Genvoya Drug Interactions

elvitegravir + cobicistat + emtricitabine + tenofovir




DCH Auriga
Full Prescribing Info
Drug Interactions
Do not take Genvoya: If the patient is taking one of these medicines: alfuzosin (used to treat an enlarged prostate gland).
Amiodarone, quinidine (used to correct irregular heartbeats).
Carbamazepine, phenobarbital, phenytoin (used to prevent seizures).
Rifampicin (used to prevent and treat tuberculosis and other infections).
Dihydroergotamine, ergometrine, ergotamine (used to treat migraine headache).
Cisapride (used to relieve certain stomach problems).

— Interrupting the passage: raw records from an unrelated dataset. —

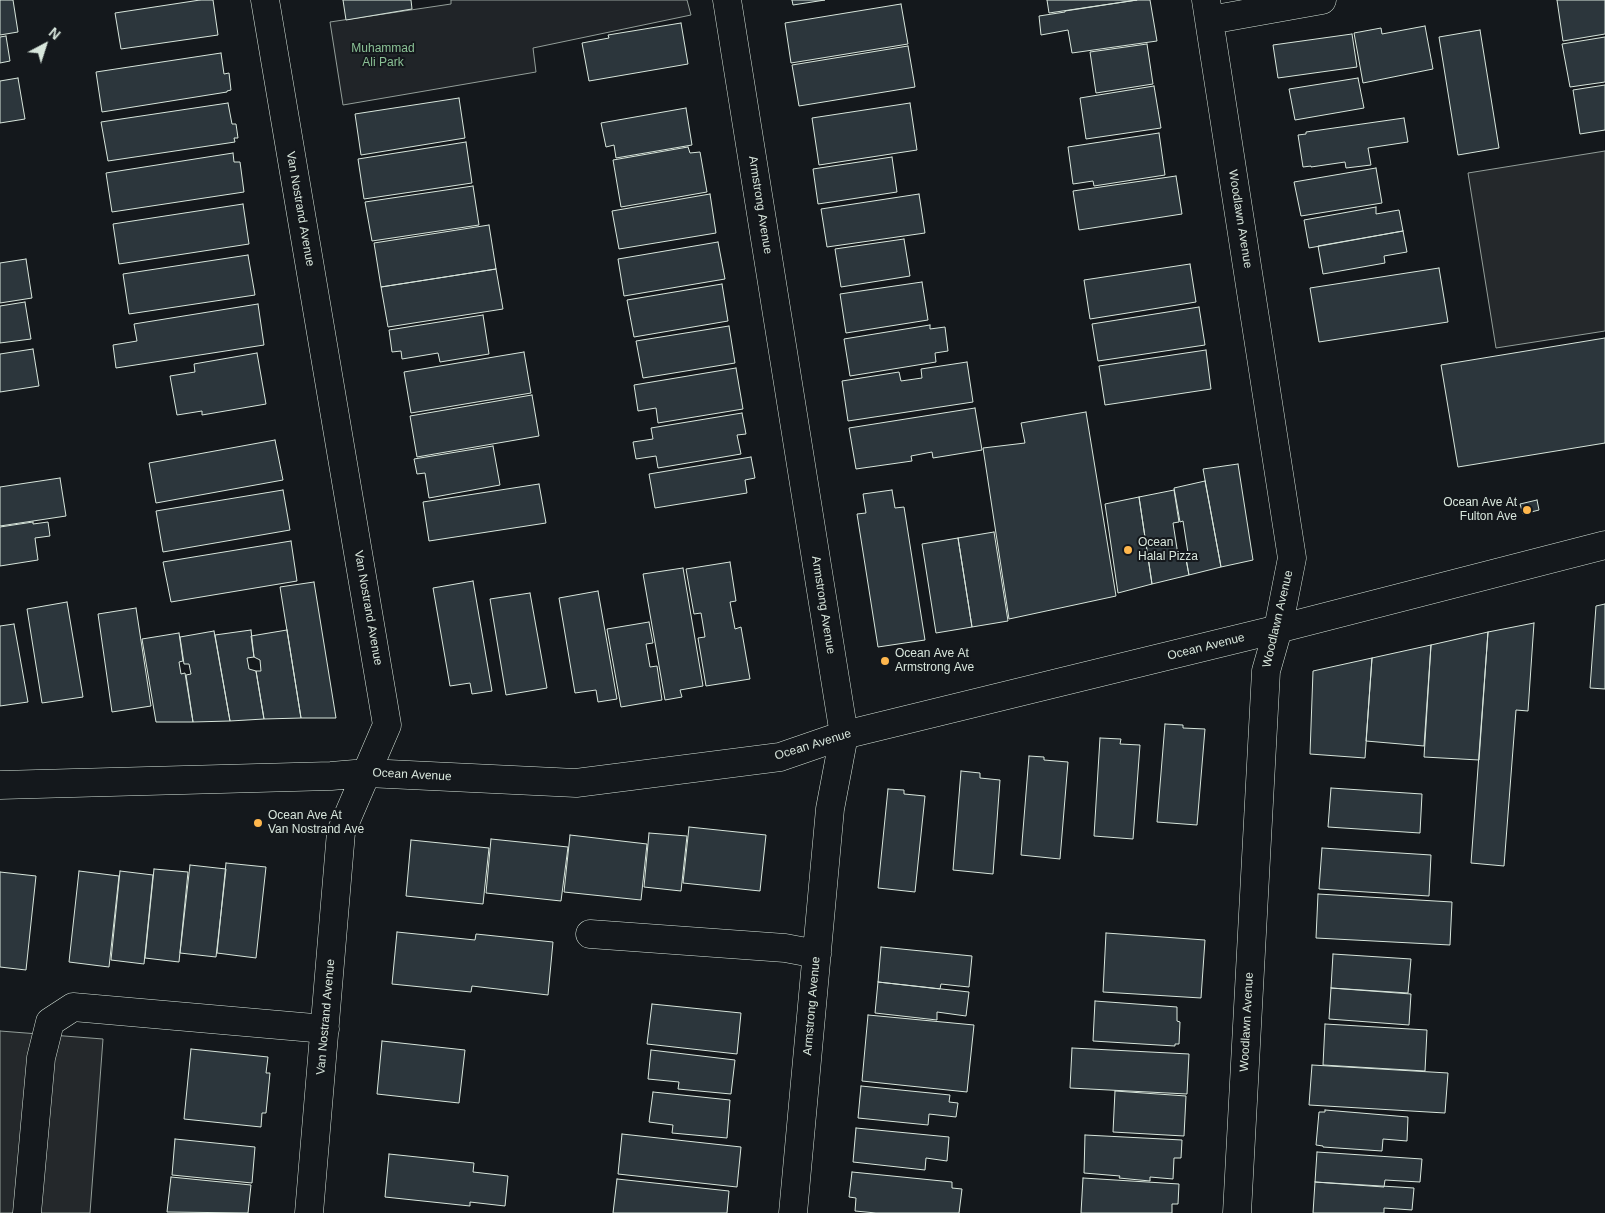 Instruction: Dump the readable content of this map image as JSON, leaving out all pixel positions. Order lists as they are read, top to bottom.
{
  "streets": {
    "street": [
      "Armstrong Avenue",
      "Van Nostrand Avenue",
      "Woodlawn Avenue",
      "Ocean Avenue"
    ]
  },
  "crossings": [
    ["Armstrong Avenue", "Ocean Avenue"],
    ["Van Nostrand Avenue", "Ocean Avenue"],
    ["Woodlawn Avenue", "Ocean Avenue"]
  ],
  "parks": ["Muhammad Ali Park"],
  "places": [
    "Ocean Ave At Fulton Ave",
    "Ocean Halal Pizza",
    "Ocean Ave At Armstrong Ave",
    "Ocean Ave At Van Nostrand Ave"
  ],
  "north": "top right"
} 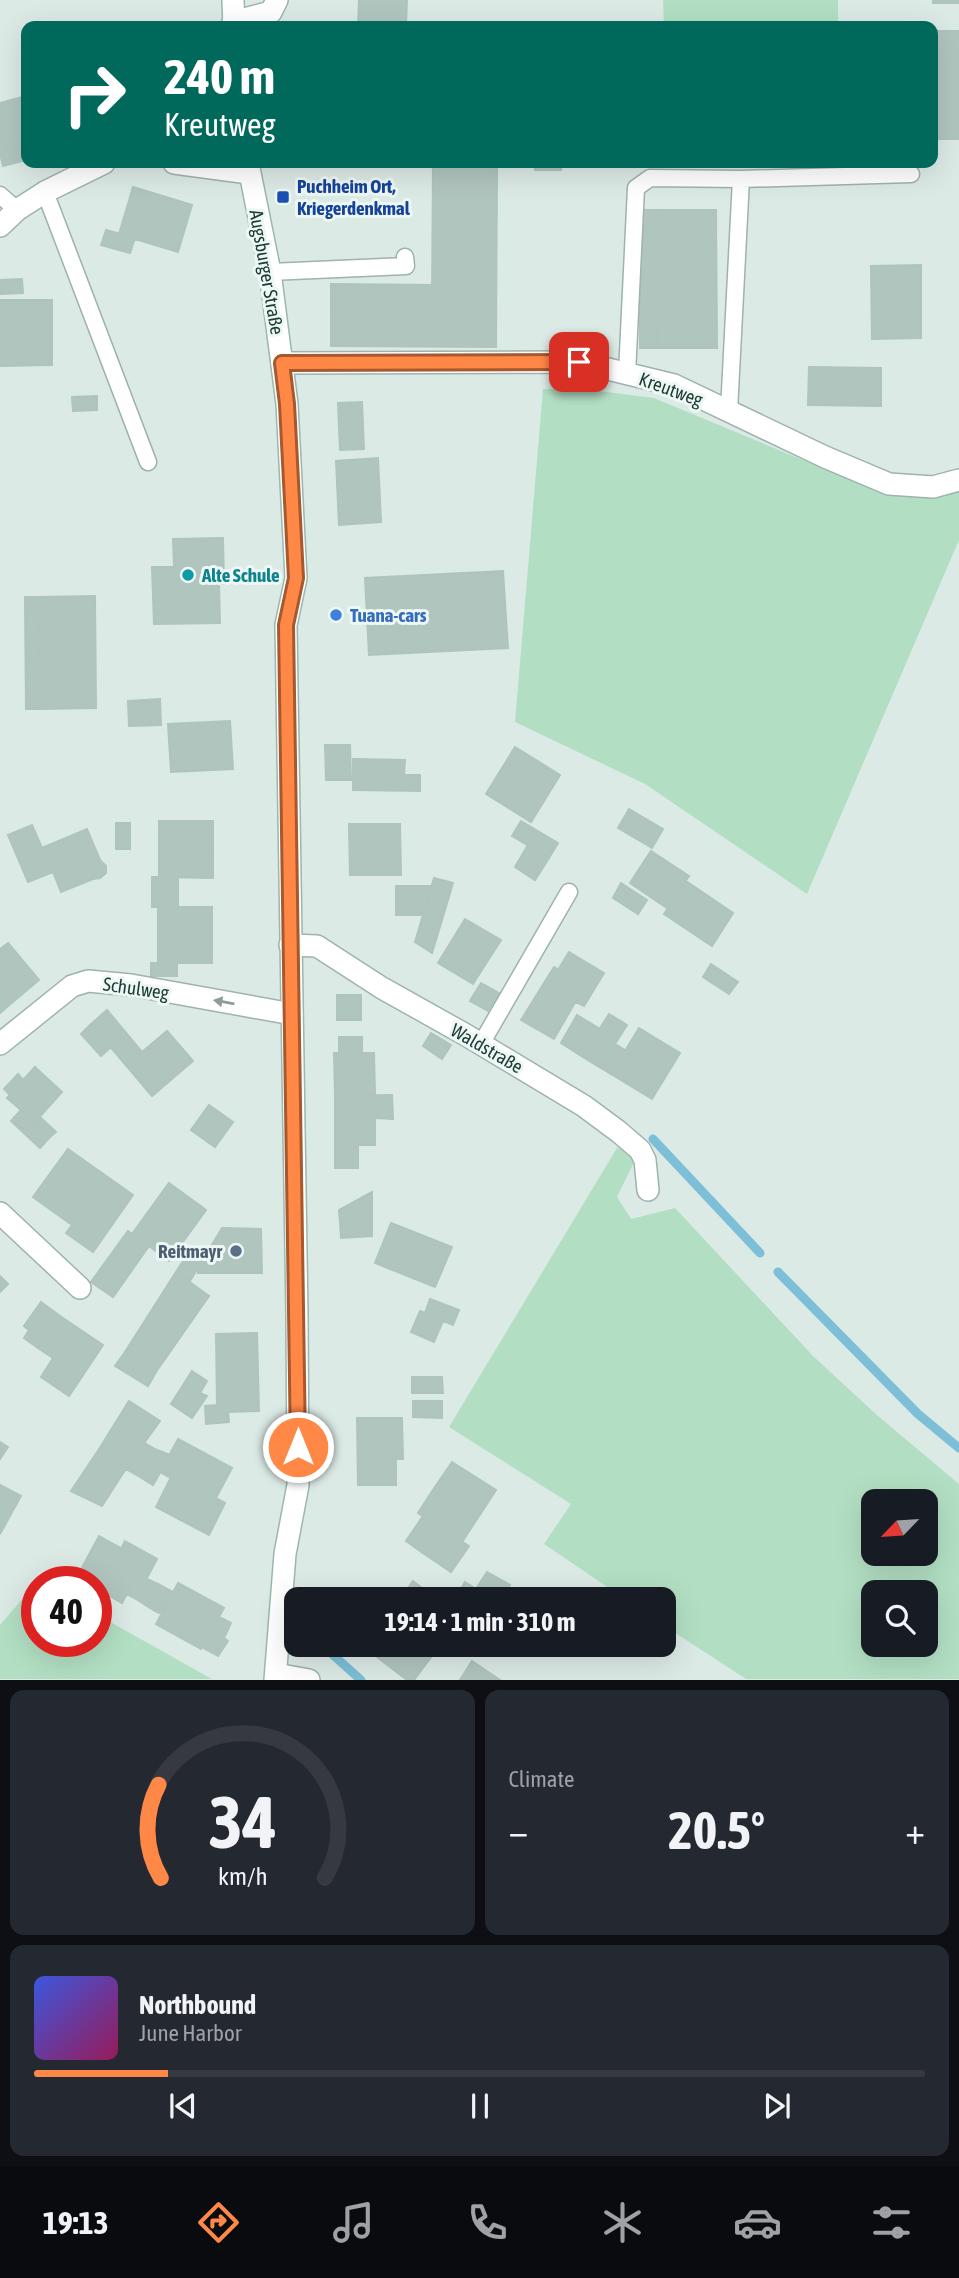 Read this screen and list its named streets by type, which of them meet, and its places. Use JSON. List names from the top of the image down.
{
  "streets": {
    "street": [
      "Augsburger Straße",
      "Kreutweg",
      "Schulweg",
      "Waldstraße"
    ]
  },
  "crossings": [
    ["Augsburger Straße", "Kreutweg"],
    ["Augsburger Straße", "Schulweg"],
    ["Augsburger Straße", "Waldstraße"]
  ],
  "one_way": ["Schulweg"],
  "places": {
    "transit": ["Puchheim Ort, Kriegerdenkmal"],
    "other": ["Alte Schule", "Tuana-cars", "Reitmayr"]
  },
  "north": "bottom left",
  "page": {
    "turn": ["240 m", "Kreutweg"],
    "limit": "40",
    "trip": "19:14 · 1 min · 310 m",
    "tile": "Climate",
    "heat": ["−", "20.5°", "+"],
    "song": ["Northbound", "June Harbor"],
    "tabs": "19:13",
    "gauge": ["34", "km/h"]
  }
} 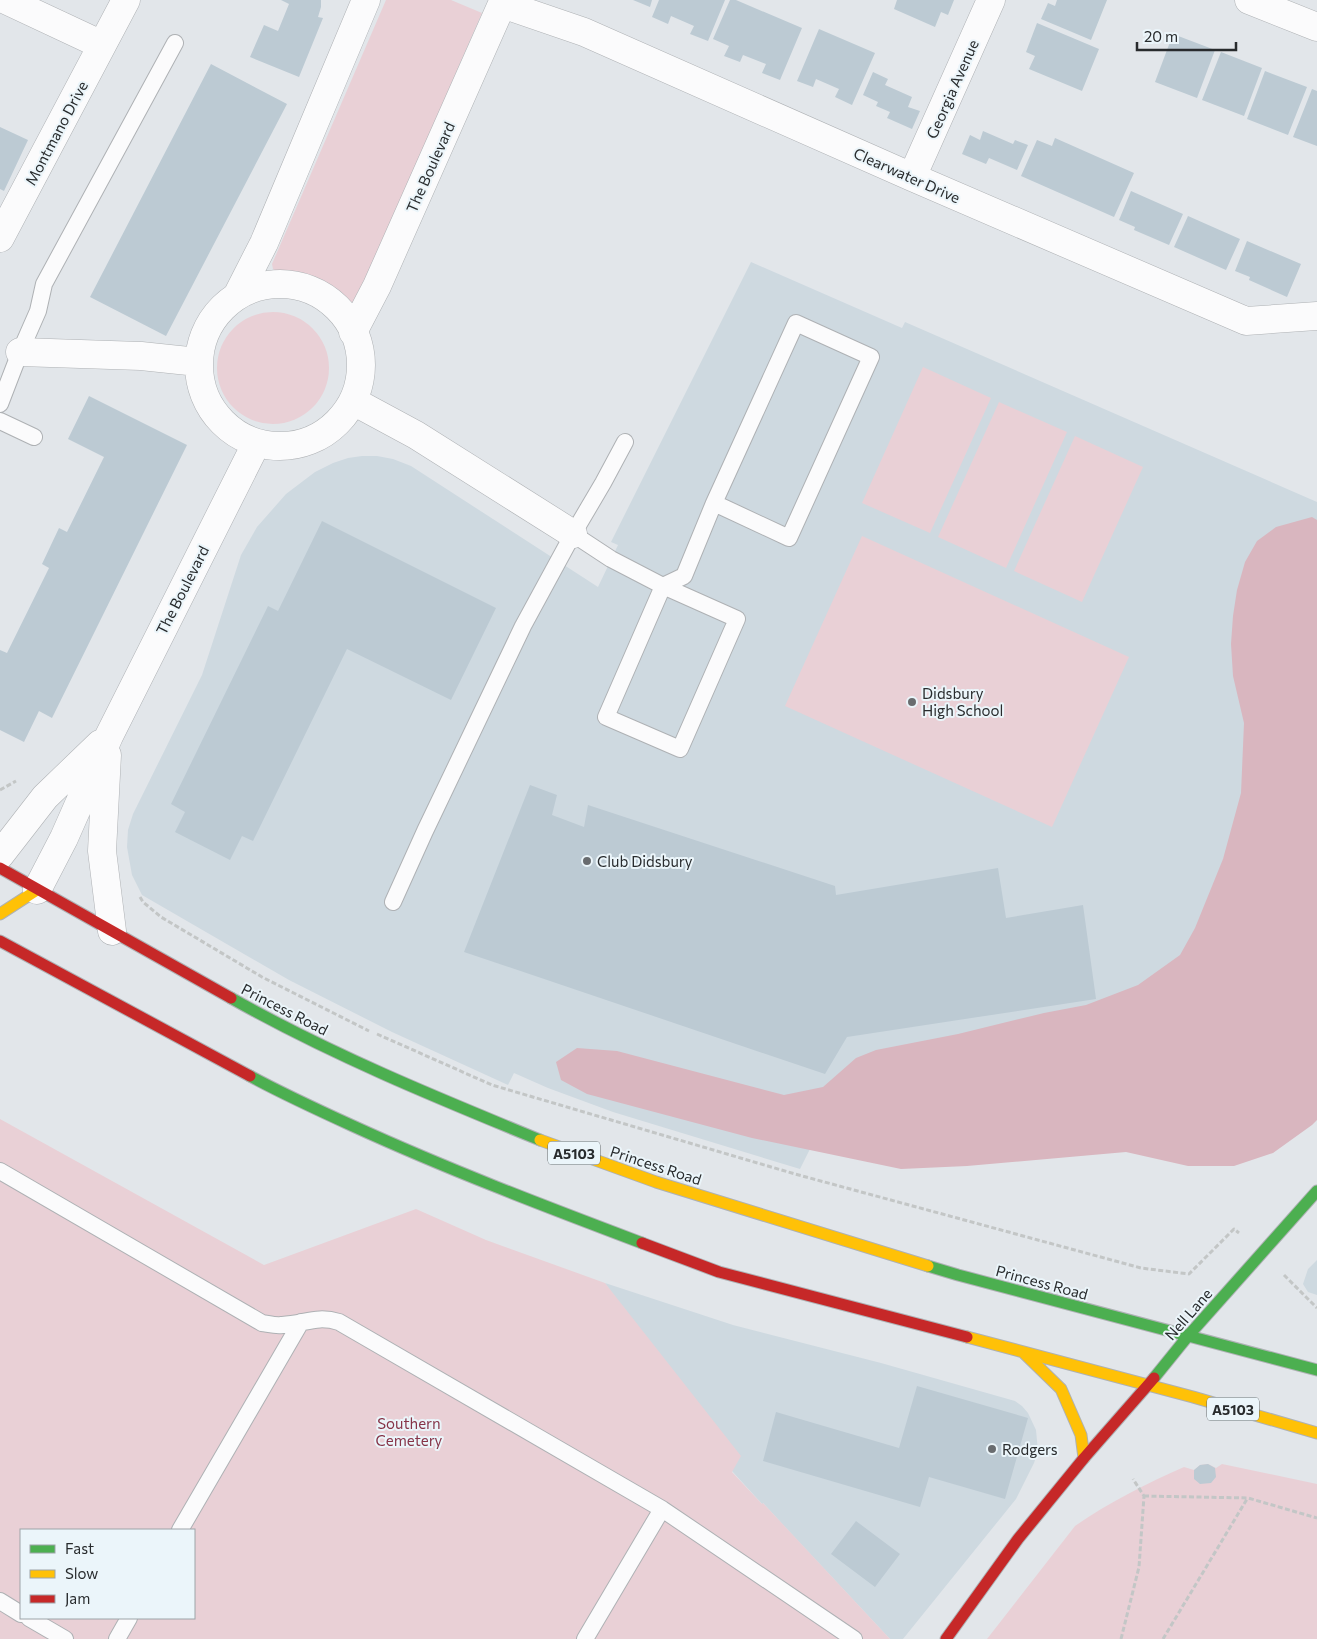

St. John's wort (Hypericum perforatum, a herbal remedy used for depression and anxiety) or products that contain it.
Lovastatin, simvastatin (used to lower blood cholesterol).
Pimozide (used to treat abnormal thoughts or feelings).
Sildenafil (when used to treat pulmonary arterial hypertension – a lung disease that makes breathing difficult).
Orally administered midazolam, triazolam (used to help the patient sleep and/or relieve anxiety).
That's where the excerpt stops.